The stock market just ended its best first quarter since 1998. This strong performance continued on the heels of a strong fourth quarter last year. The fuel for this rally has been economic improvement across the board in the U.S. as well as renewed hope for the economic situation in Europe. Corporate earnings remain strong and we are finally beginning to see meaningful improvement on the employment front. Consumer confidence and spending are rising and people are beginning to become more optimistic that the economic improvement is for real.
While we are generally optimistic for the markets this year, a pullback in stocks over the near term would not surprise us. Healthy markets occasionally pause to digest gains, and since the last six months have been straight up, we are probably due for some rest to catch our breath. Pullbacks of 3% to 5% in the stock market happen every two to three months on average. In fact, since the market low in early March of 2009, there have been 11 separate pullbacks of at least 5%. The average pullback has been 8.8% over an average of 18 days. The deepest pullback was 17.2% over 24 days last August. During those three years and eleven pullbacks, the stock market has more than doubled.
Many people ask us when the market volatility will subside and more “normal” markets will return. In reality, “normal” and volatile are one and the same. While we sometimes have extreme periods of volatility, such as late 2008 and early 2009, the reality is that capital markets move up and down on a routine basis. The ratio of up days to down days in the stock market is 53% to 47%, which surprises most people. This is why we always talk about the importance of keeping a long term view of investing. There simply is no way to be in stocks when they are rising and out of stocks when they are falling. We design and construct our portfolios to take advantage of the benefits of diversification and the correlations of different asset classes to each other. While we can’t eliminate your portfolio’s volatility, we can spread out and minimize the risk as much as possible.

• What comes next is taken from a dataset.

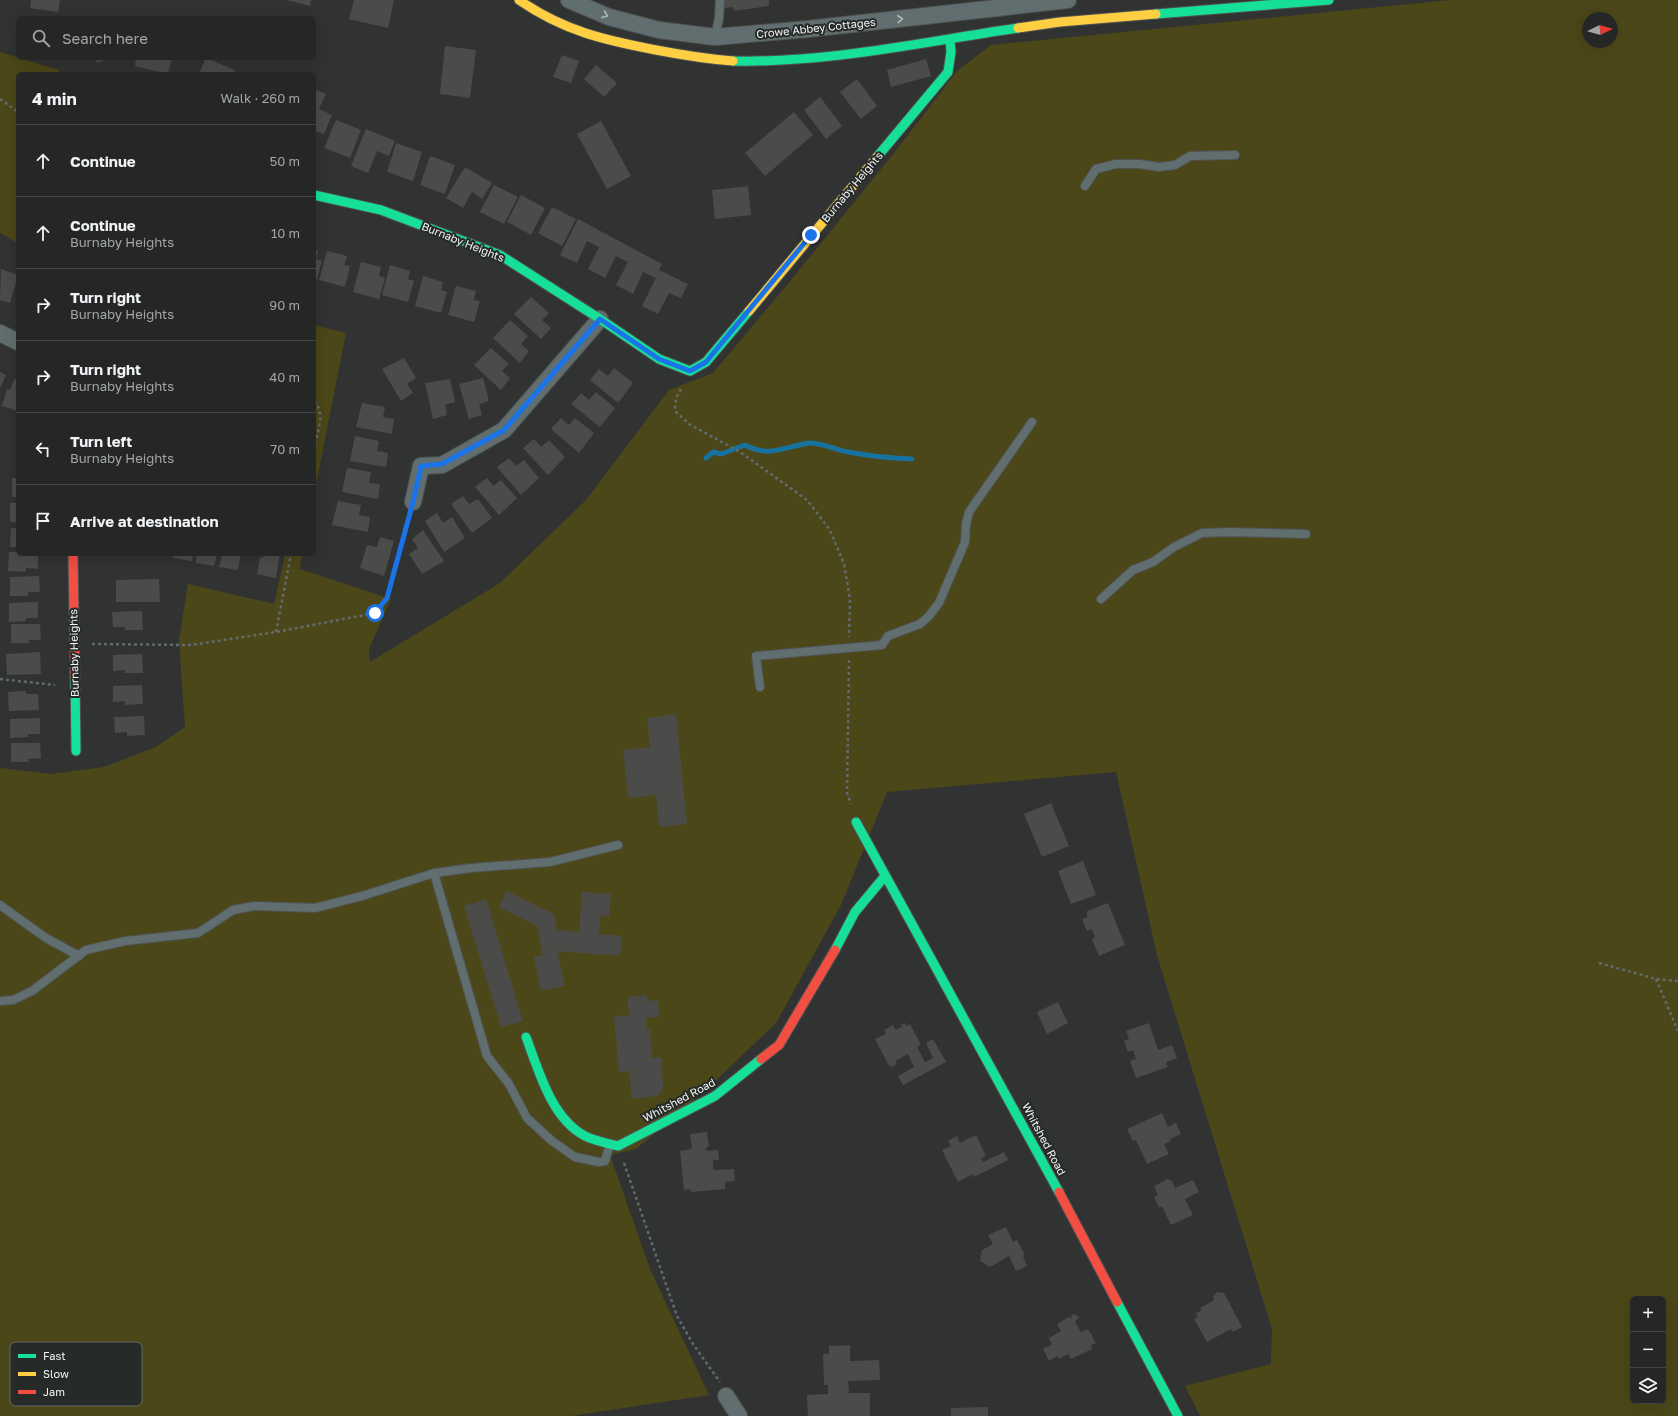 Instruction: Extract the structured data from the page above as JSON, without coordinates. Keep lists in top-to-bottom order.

Lastly, we would like to recognize Harrisburg, Illinois, the site of a devastating tornado in February. We opened an office in Harrisburg in 2000 and have many friends and clients there. The terrible effects of the tornado are truly hard to fathom and tremendous damage has been done to their town. While we grieve for those who lost their lives, we are thankful that Sandy Smith and all of our clients were spared. Please join us in offering your thoughts and prayers to the people of Harrisburg.
About Wabash Capital
Wabash Capital is an employee-owned registered investment advisor based in Terre Haute, Indiana, providing investment advice and professional portfolio management to individuals, corporations, banks, trusts, retirement plans and endowments. To learn more about our business, please visit www.wabashcapital.com.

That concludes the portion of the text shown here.